> **Task to carry out**
Retype every entry below without pictures.

> **Source material**
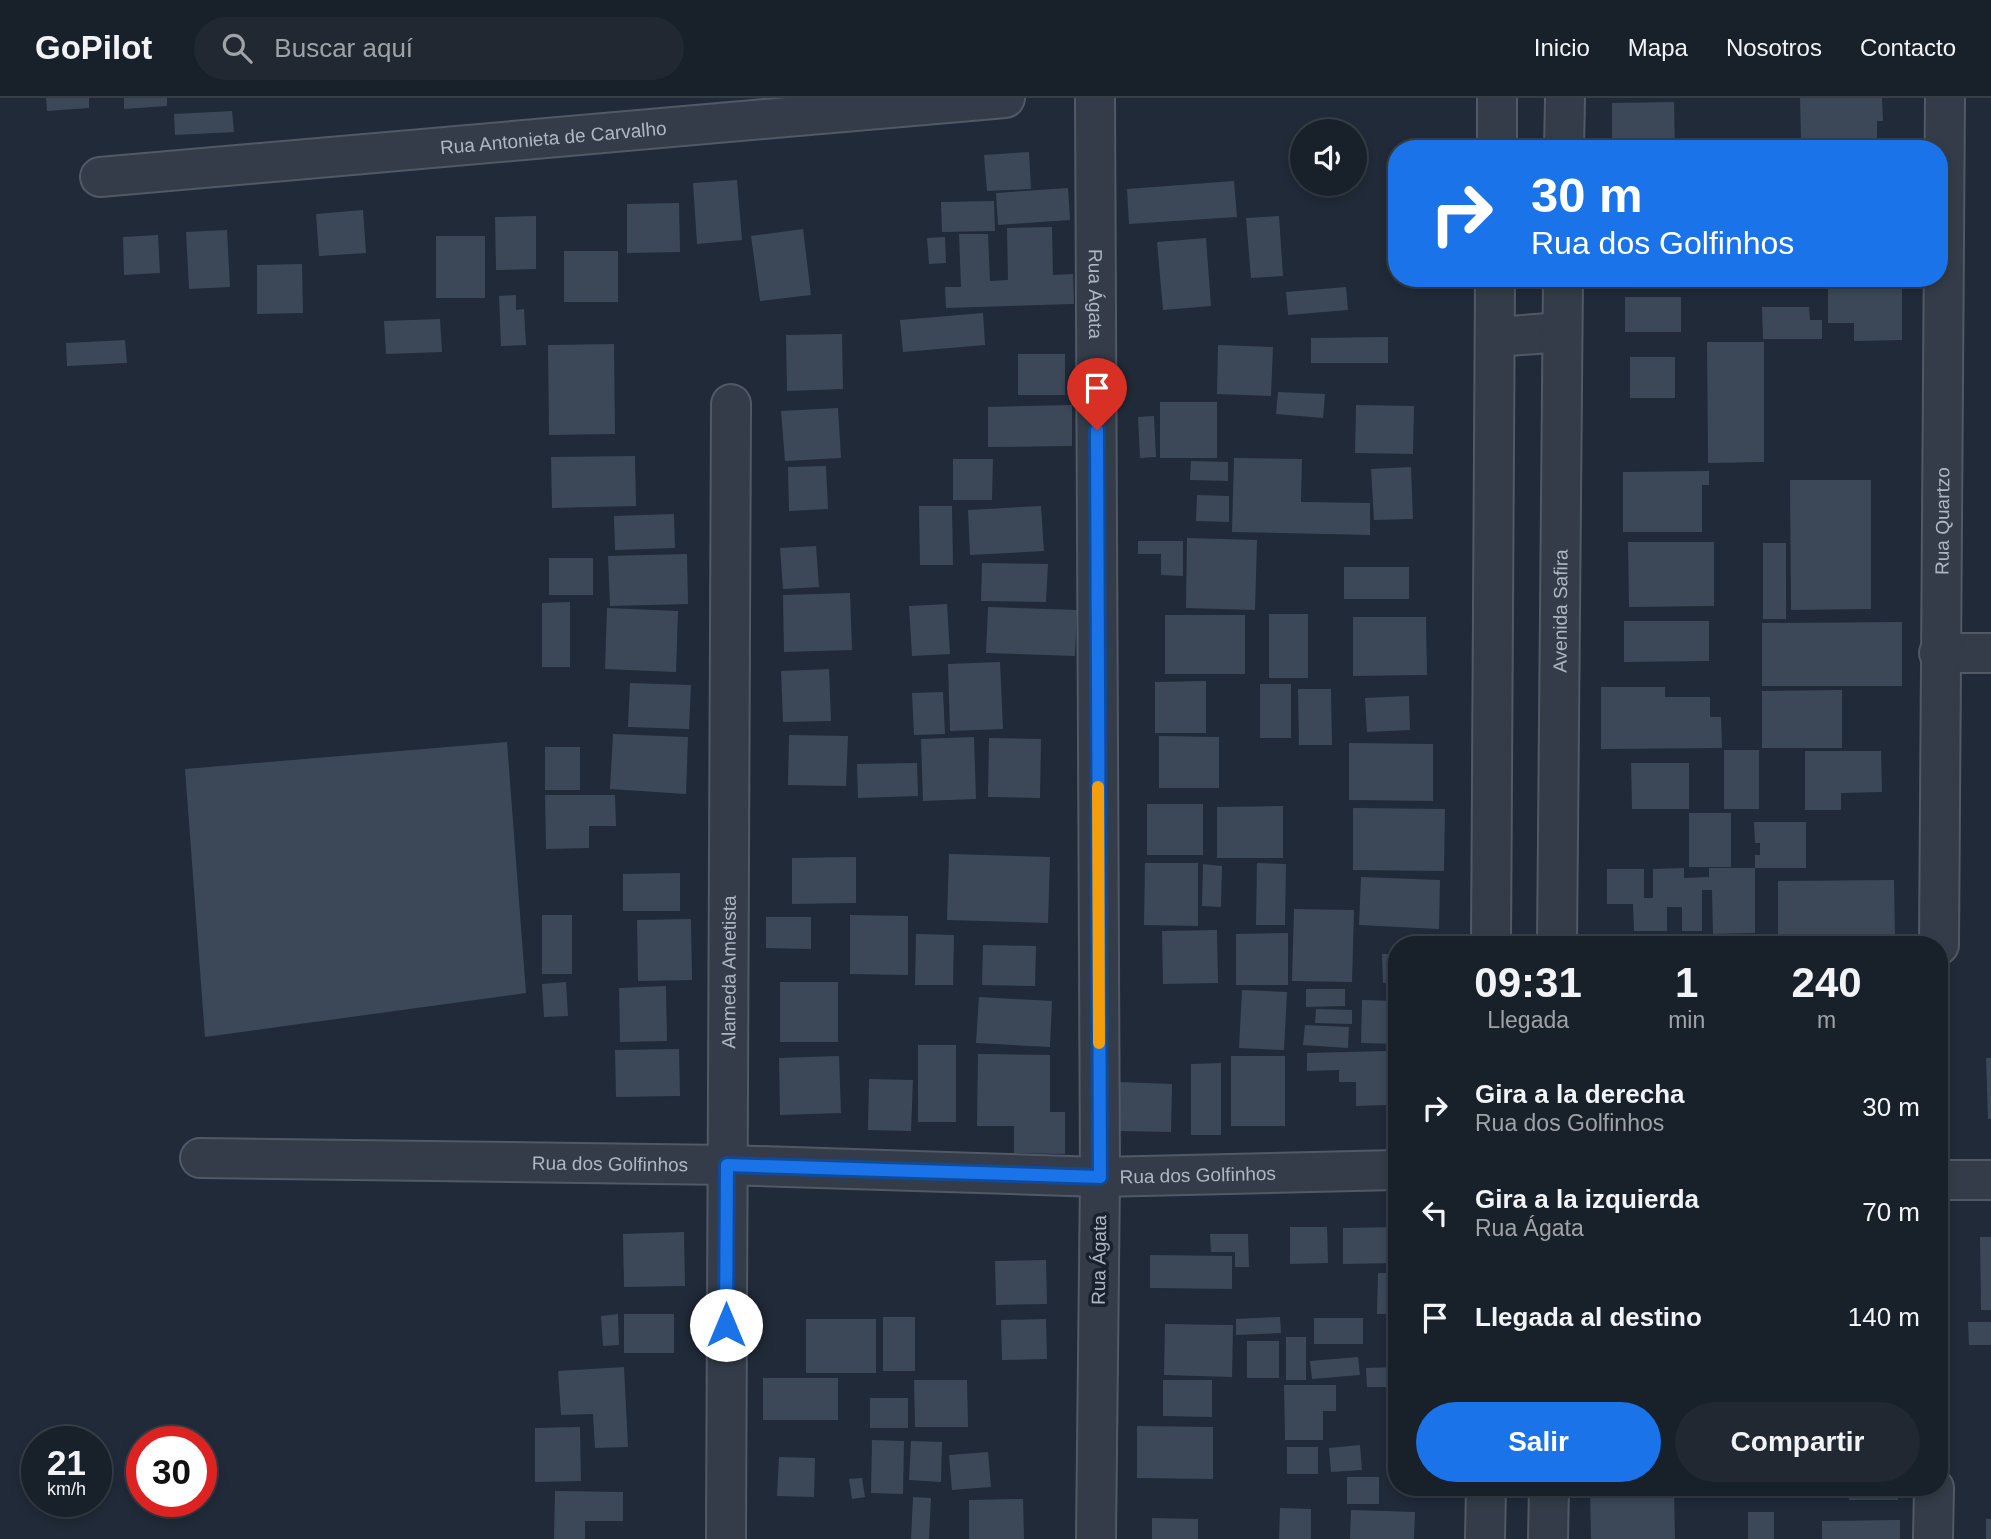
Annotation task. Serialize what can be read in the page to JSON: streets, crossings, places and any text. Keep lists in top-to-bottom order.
{
  "streets": {
    "street": [
      "Rua Antonieta de Carvalho",
      "Rua Ágata",
      "Rua Quartzo",
      "Avenida Safira",
      "Alameda Ametista",
      "Rua dos Golfinhos"
    ]
  },
  "crossings": [
    ["Rua Ágata", "Rua dos Golfinhos"],
    ["Alameda Ametista", "Rua dos Golfinhos"]
  ],
  "page": {
    "header": "GoPilot",
    "search": "Buscar aquí",
    "nav": [
      "Inicio",
      "Mapa",
      "Nosotros",
      "Contacto"
    ],
    "turn": ["30 m", "Rua dos Golfinhos"],
    "eta": [
      "09:31",
      "Llegada",
      "1",
      "min",
      "240",
      "m"
    ],
    "list": [
      {
        "name": "Gira a la derecha",
        "note": "Rua dos Golfinhos",
        "value": "30 m"
      },
      {
        "name": "Gira a la izquierda",
        "note": "Rua Ágata",
        "value": "70 m"
      },
      {
        "name": "Llegada al destino",
        "value": "140 m"
      }
    ],
    "buttons": ["Salir", "Compartir"],
    "speed": "21 km/h",
    "limit": "30"
  }
}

> **Result for this exercise**
Annotation task. Serialize what can be read in the page to JSON: streets, crossings, places and any text. Keep lists in top-to-bottom order.
{
  "streets": {
    "street": [
      "Rua Antonieta de Carvalho",
      "Rua Ágata",
      "Rua Quartzo",
      "Avenida Safira",
      "Alameda Ametista",
      "Rua dos Golfinhos"
    ]
  },
  "crossings": [
    ["Rua Ágata", "Rua dos Golfinhos"],
    ["Alameda Ametista", "Rua dos Golfinhos"]
  ],
  "page": {
    "header": "GoPilot",
    "search": "Buscar aquí",
    "nav": [
      "Inicio",
      "Mapa",
      "Nosotros",
      "Contacto"
    ],
    "turn": ["30 m", "Rua dos Golfinhos"],
    "eta": [
      "09:31",
      "Llegada",
      "1",
      "min",
      "240",
      "m"
    ],
    "list": [
      {
        "name": "Gira a la derecha",
        "note": "Rua dos Golfinhos",
        "value": "30 m"
      },
      {
        "name": "Gira a la izquierda",
        "note": "Rua Ágata",
        "value": "70 m"
      },
      {
        "name": "Llegada al destino",
        "value": "140 m"
      }
    ],
    "buttons": ["Salir", "Compartir"],
    "speed": "21 km/h",
    "limit": "30"
  }
}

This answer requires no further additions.